A beautiful, troubling, and entirely refreshing film. McQueen, a well-known video artist, has successfully navigated a daunting project, maintaining a perfect balance between the narrative and the poetic, the lyrical and the cerebral, and bringing conceptual rigor to a story steeped in pathos and fraught politics. As has been noted elsewhere, the film functions as a kind of triptych. Part one sets the stage, but in an elliptical (and highly methodical) fashion, immersing the audience in the physical environment of the Maze, and remarking on the way the human lives are shaped by the environment. Part two is the theoretic exegesis on the morality & effectiveness of the hunger strike as a strategy, an audacious sequence that succeeds in simultaneously revealing thematic content and character. It might be more accurate to say that this section begins as a didactic, somewhat abstract dialogue and becomes a portrait of the individuals engaged in the dialogue. And there's part three, where the film becomes most lyrical and most harrowing. The physical decay is difficult to watch, but it draws all of the disparate elements we've seen before together, and the uniting is an aesthetic accomplishment of stunning subtlety and grace. All of the film's many oppositions - Catholic and Protestant, inside and outside, cleanliness and filth, violence and tenderness, are drawn together, or maybe it would be more accurate to say they are simply erased. All that's left is the absolute inviolability of a human being, and the tragedy of its demise, whatever one may feel about the political conditions that determine the circumstances of the death. (The lack of controversy surrounding the film's release confirms this, at least in part.) McQueen manages to exhibit the palpable physicality of politics, while at the same time providing a visceral statement on the human condition, here expressed by the title, which is both literal and metaphorical. How much do we need to sustain us - in flesh and spirit - and how long can we go without the sustenance we seek?

*A corollary to this final question, and a hint at the answer, lies in the question of: how much do we get to choose about what we consume, in the way of ideas, food, emotions, experience, and what bearing does that have on how are lives are lived? I would say McQueen seems to be suggesting that a certain aspect of living a meaningful life (or dying a meaningful death) is deciding just what kind of things we "hunger" for, and under what conditions we are willing to give them up.

Saturday, March 6, 2010

Last Days

(Gus Van Sant, USA, 2005)

An intermittently interesting film, but mostly a frustrating one. It's hard to tell exactly what Van Sant is after, and where he went wrong - did he aim too high and miss, or not aim high enough? I'd like to think it's the former, but that would only be giving him the benefit of the doubt. The subject matter is serious enough: it's the final film in Van Sant's informal "death trilogy" - but the film doesn't have much to say on the topic of mortality, instead offering a series of moody sketches that alternate between the staid and the vaguely comic.

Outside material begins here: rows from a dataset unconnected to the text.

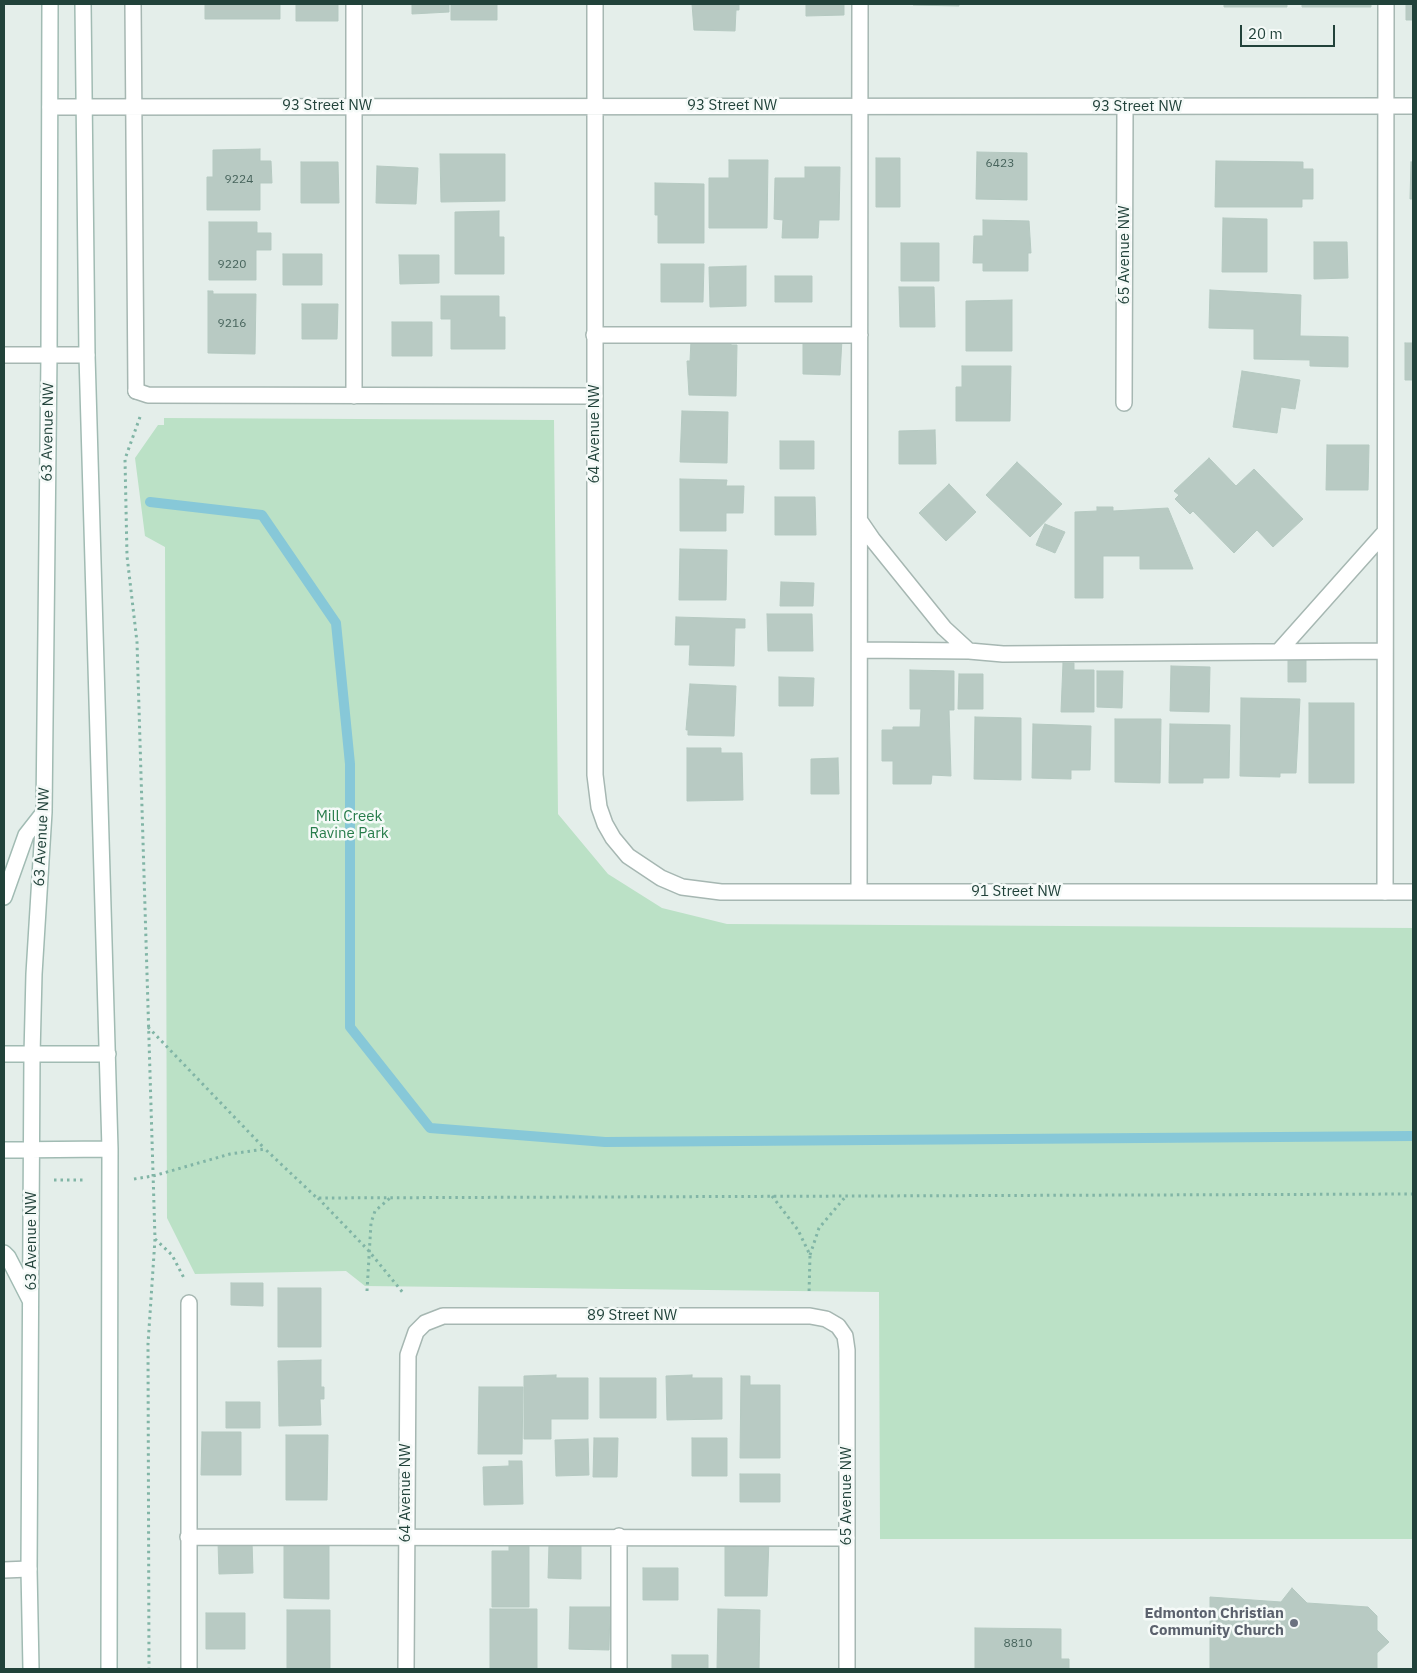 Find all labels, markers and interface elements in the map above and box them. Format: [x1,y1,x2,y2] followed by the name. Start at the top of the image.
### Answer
[1242,15,1337,47] scale bar
[1248,24,1283,43] text: 20 m
[282,97,372,115] street label: 93 Street NW
[687,97,777,115] street label: 93 Street NW
[1092,98,1182,116] street label: 93 Street NW
[986,157,1014,171] house number: 6423
[225,173,253,187] house number: 9224
[1116,205,1134,305] street label: 65 Avenue NW
[218,258,246,272] house number: 9220
[218,317,246,331] house number: 9216
[38,382,58,482] street label: 63 Avenue NW
[586,384,604,484] street label: 64 Avenue NW
[30,787,54,887] street label: 63 Avenue NW
[309,808,389,843] park label: Mill Creek Ravine Park
[971,883,1061,901] street label: 91 Street NW
[23,1191,41,1291] street label: 63 Avenue NW
[587,1307,677,1325] street label: 89 Street NW
[397,1443,415,1543] street label: 64 Avenue NW
[838,1446,856,1546] street label: 65 Avenue NW
[1144,1605,1284,1640] place label: Edmonton Christian Community Church
[1288,1617,1300,1629] marker: Edmonton Christian Community Church
[1004,1637,1032,1651] house number: 8810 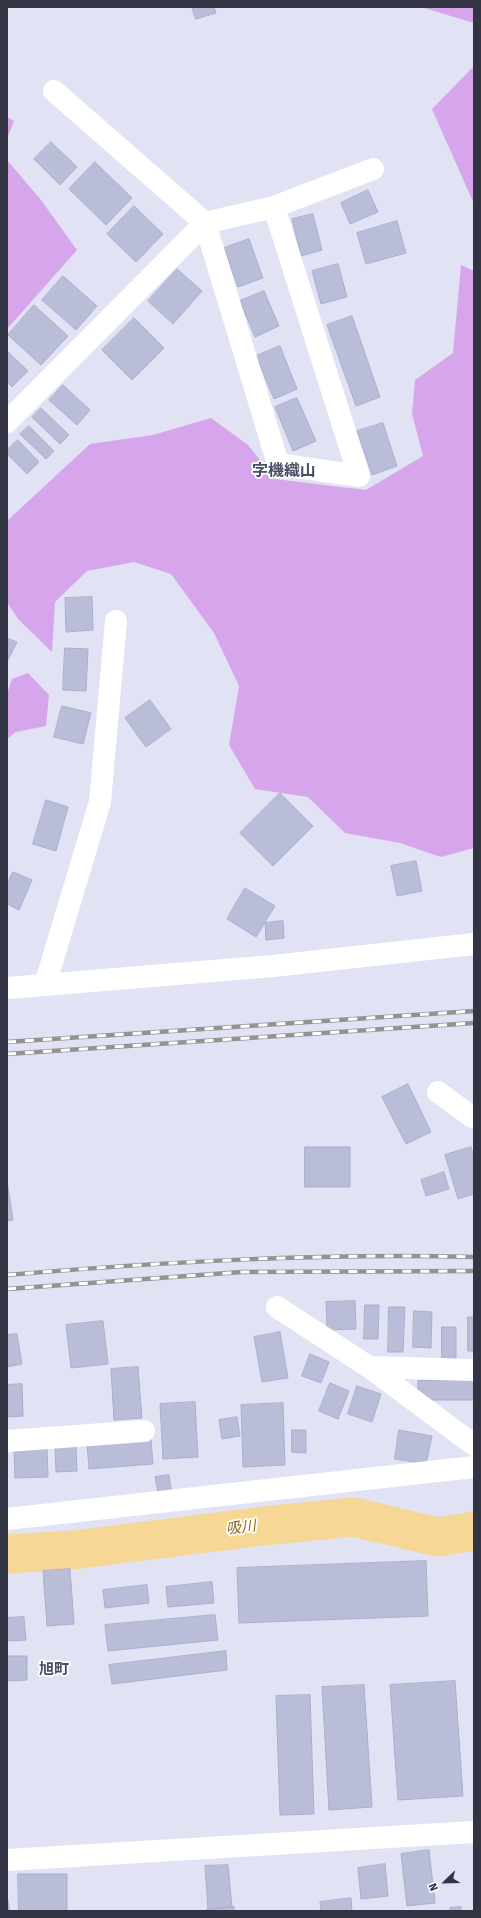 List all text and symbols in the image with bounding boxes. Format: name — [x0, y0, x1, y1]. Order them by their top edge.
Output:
district label: 字機織山 — [252, 462, 316, 482]
water label: 吸川 — [225, 1517, 257, 1539]
district label: 旭町 — [39, 1661, 69, 1679]
north arrow — [425, 1862, 465, 1902]
text: N — [426, 1881, 441, 1893] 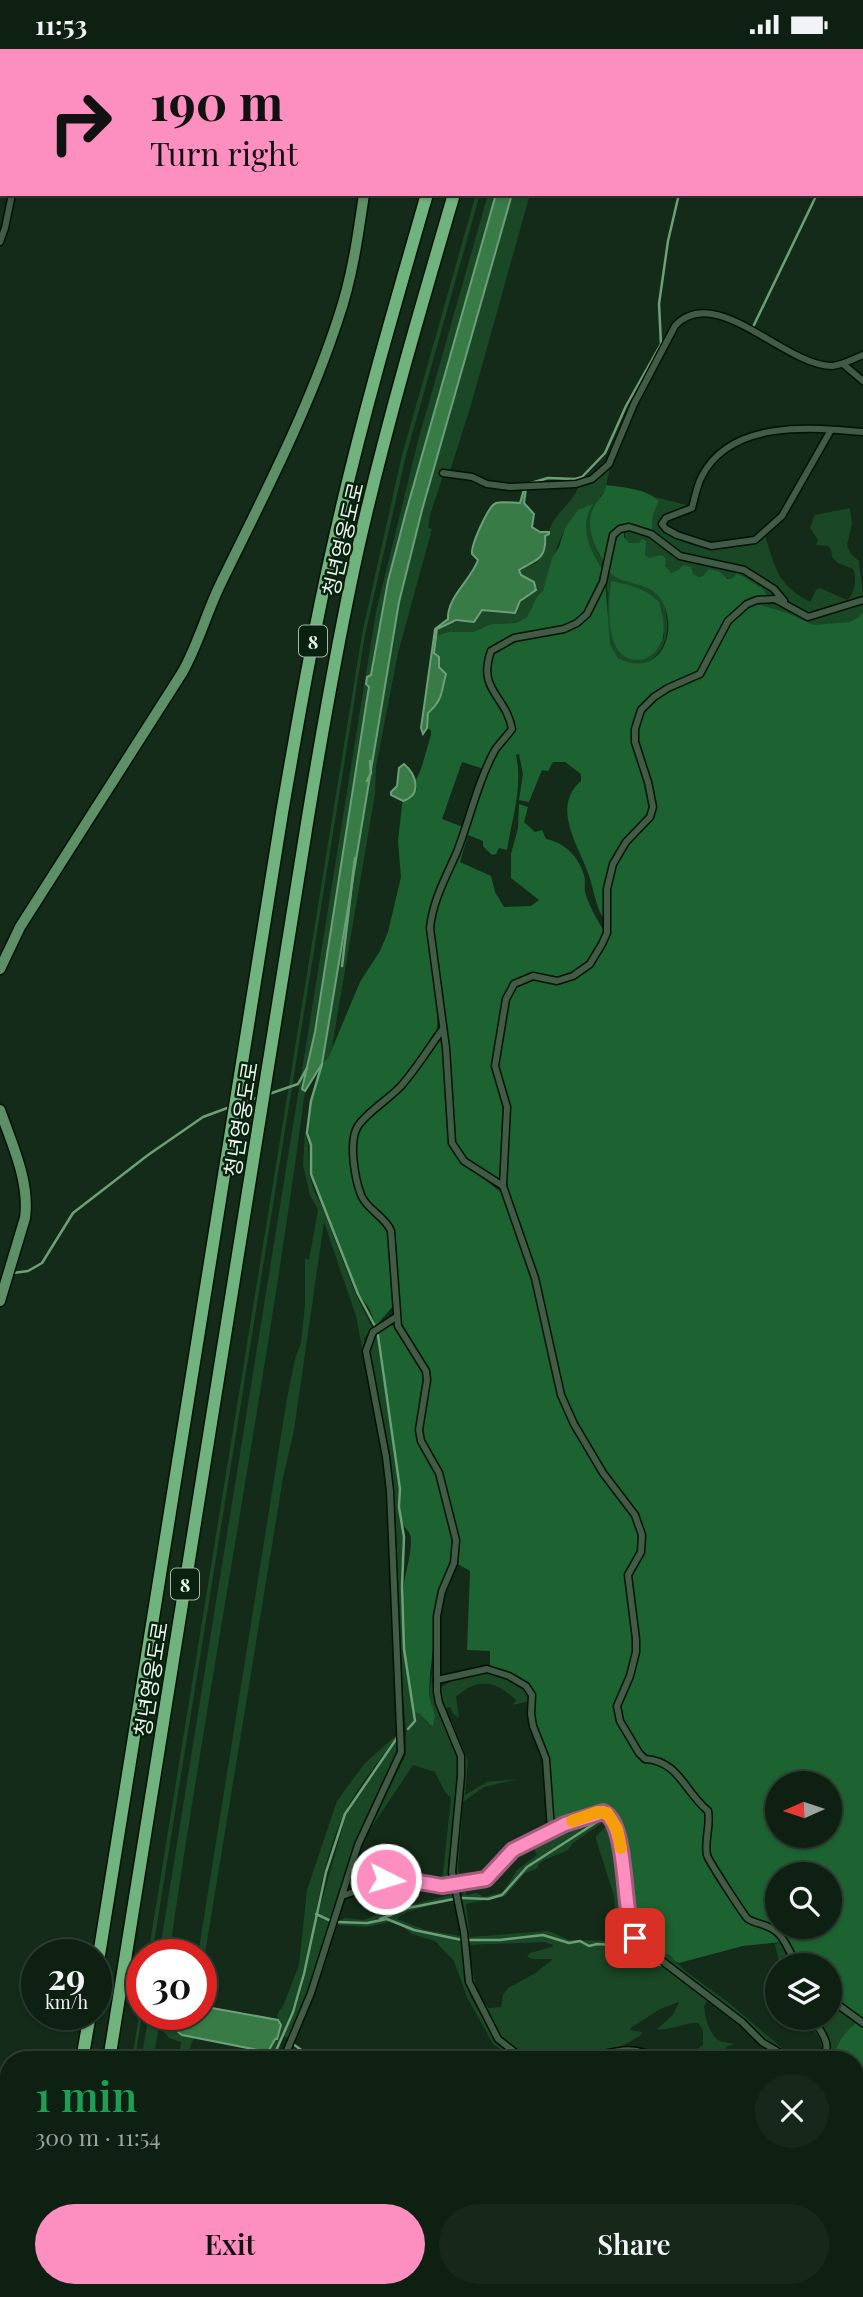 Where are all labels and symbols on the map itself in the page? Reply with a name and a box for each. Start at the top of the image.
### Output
street label: 청년영웅도로 [315,479,369,599]
road number: 8 [299,625,327,657]
street label: 청년영웅도로 [217,1060,263,1178]
road number: 8 [171,1569,199,1599]
street label: 청년영웅도로 [127,1620,173,1738]
north arrow [765,1771,842,1848]
position arrow [349,1842,423,1916]
pin [605,1908,665,1968]
speed limit sign: 30 [126,1939,217,2030] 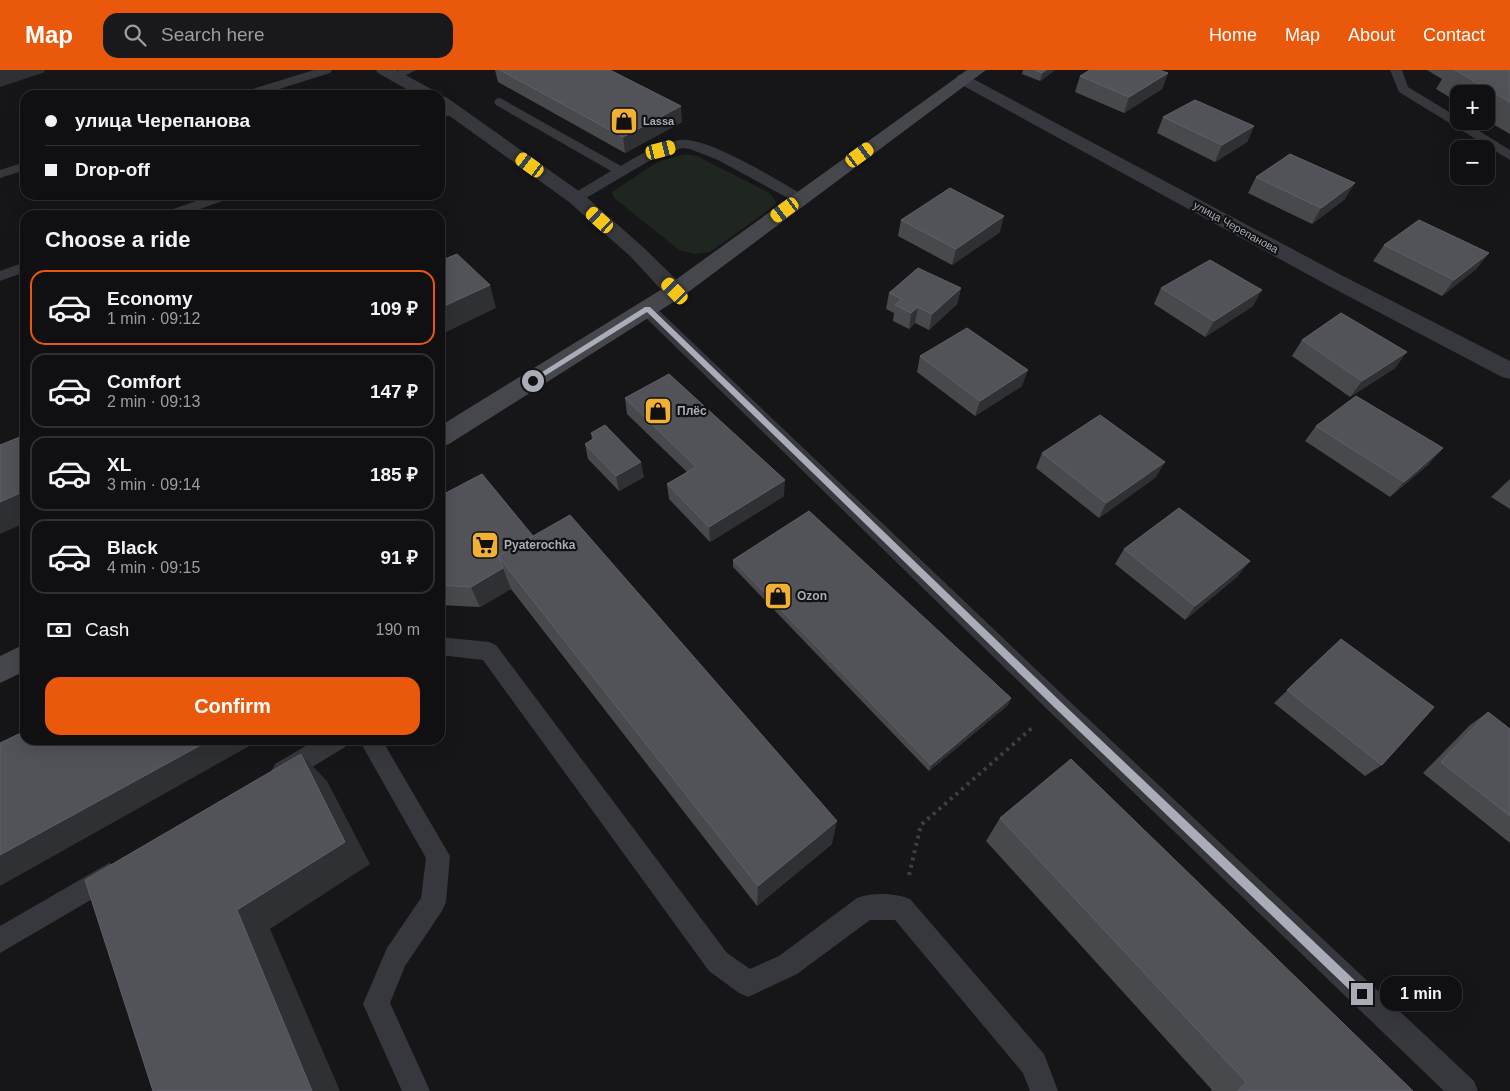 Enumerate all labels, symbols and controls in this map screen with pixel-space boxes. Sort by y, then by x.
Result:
search box [103,13,453,58]
text: Map [25,21,73,48]
icon: search [121,21,149,49]
text: Search here [161,24,265,45]
text: Home [1209,25,1257,45]
text: Map [1285,25,1320,45]
text: About [1348,25,1395,45]
text: Contact [1423,25,1485,45]
map controls [1450,85,1495,185]
button: + [1450,85,1495,130]
shop icon: Lassa [609,106,639,136]
text: улица Черепанова [75,110,250,131]
place label: Lassa [643,115,675,127]
car [644,139,677,161]
car [843,140,876,170]
button: − [1450,140,1495,185]
car [513,150,546,180]
text: Drop-off [75,159,150,180]
car [768,195,801,225]
street label: улица Черепанова [1192,199,1281,256]
car [583,204,616,236]
text: Choose a ride [45,227,190,252]
car [659,275,690,307]
icon: car [47,285,92,330]
text: Economy [107,288,193,309]
text: 109 ₽ [370,298,418,319]
text: 1 min · 09:12 [107,310,200,327]
icon: car [47,368,92,413]
route start [522,370,544,392]
text: Comfort [107,371,181,392]
text: 147 ₽ [370,381,418,402]
text: 2 min · 09:13 [107,393,200,410]
shop icon: Плёс [643,396,673,426]
place label: Плёс [677,404,707,418]
icon: car [47,451,92,496]
text: XL [107,454,131,475]
text: 185 ₽ [370,464,418,485]
text: 3 min · 09:14 [107,476,200,493]
supermarket icon: Pyaterochka [470,530,500,560]
icon: car [47,534,92,579]
text: Black [107,537,158,558]
place label: Pyaterochka [504,538,576,552]
text: 91 ₽ [381,547,418,568]
text: 4 min · 09:15 [107,559,200,576]
shop icon: Ozon [763,581,793,611]
place label: Ozon [797,589,827,603]
icon: cash [45,616,73,644]
text: Cash [85,619,129,640]
text: 190 m [376,621,420,638]
button: Confirm [45,677,420,735]
callout: 1 min [1380,976,1462,1012]
route end [1351,983,1373,1005]
text: 1 min [1400,985,1442,1002]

Blake - the Kobain character played by Pitt - doesn't seem so much tormented as bored and even autistic; there's no interest in his character as anything other than the mythic late-century American grunge artist. He is alone, isolated, misunderstood, practically a ghost. Even when the other characters - a wispy cadre of junkie hangers-on - notice him and attempt to communicate, it's as if they're talking through him. There's plenty of room for speculation, especially on the symbolic level - is Blake's mumbling meant to suggest his inability to properly convey his pain, or the world's inability to listen? Or is it just a literal depiction of someone who's too stoned to speak up? Is he in pain at all, or just grouchy and passive, cooling his heels in solitude and casting lazily about for some transcendent kicks? Last Days winds up feeling like a pastiche of an art film, a dabbling in structuralism, with some moments of humor and irony thrown in for good measure. I don't think of Van Sant as cynical - it's a sincere picture, but it doesn't feel committed. Certain scenes and shots are very good - mostly where the mood lightens, as when the Yellow Pages salesman comes calling - but the overall effect is one of irritation. There's no lasting coherence, and the finished product feels like the work of someone who is trading on a moment of cultural infamy without anything significant to say - about the culture, the art, or the people.

Sunday, February 21, 2010

Nights of Cabiria

(Federico Fellini, Italy, 1957)

I approached this film with a fair amount of anticipation - besides my long-standing admiration for Fellini, it came with the imprimatur of James Gray, who spoke highly of, among other things, the deftness of Nights' finale. The idea, per Maestro Gray, is to achieve an ending which is isn't definitively up or down - that avoids being both emptily bleak and falsely consoling. The one drawback to this anticipation was that I spent the last twenty minutes of the film on the edge of my seat, my mind racing (despite my best efforts) to figure out just how this film could manage to conclude in that sweet spot.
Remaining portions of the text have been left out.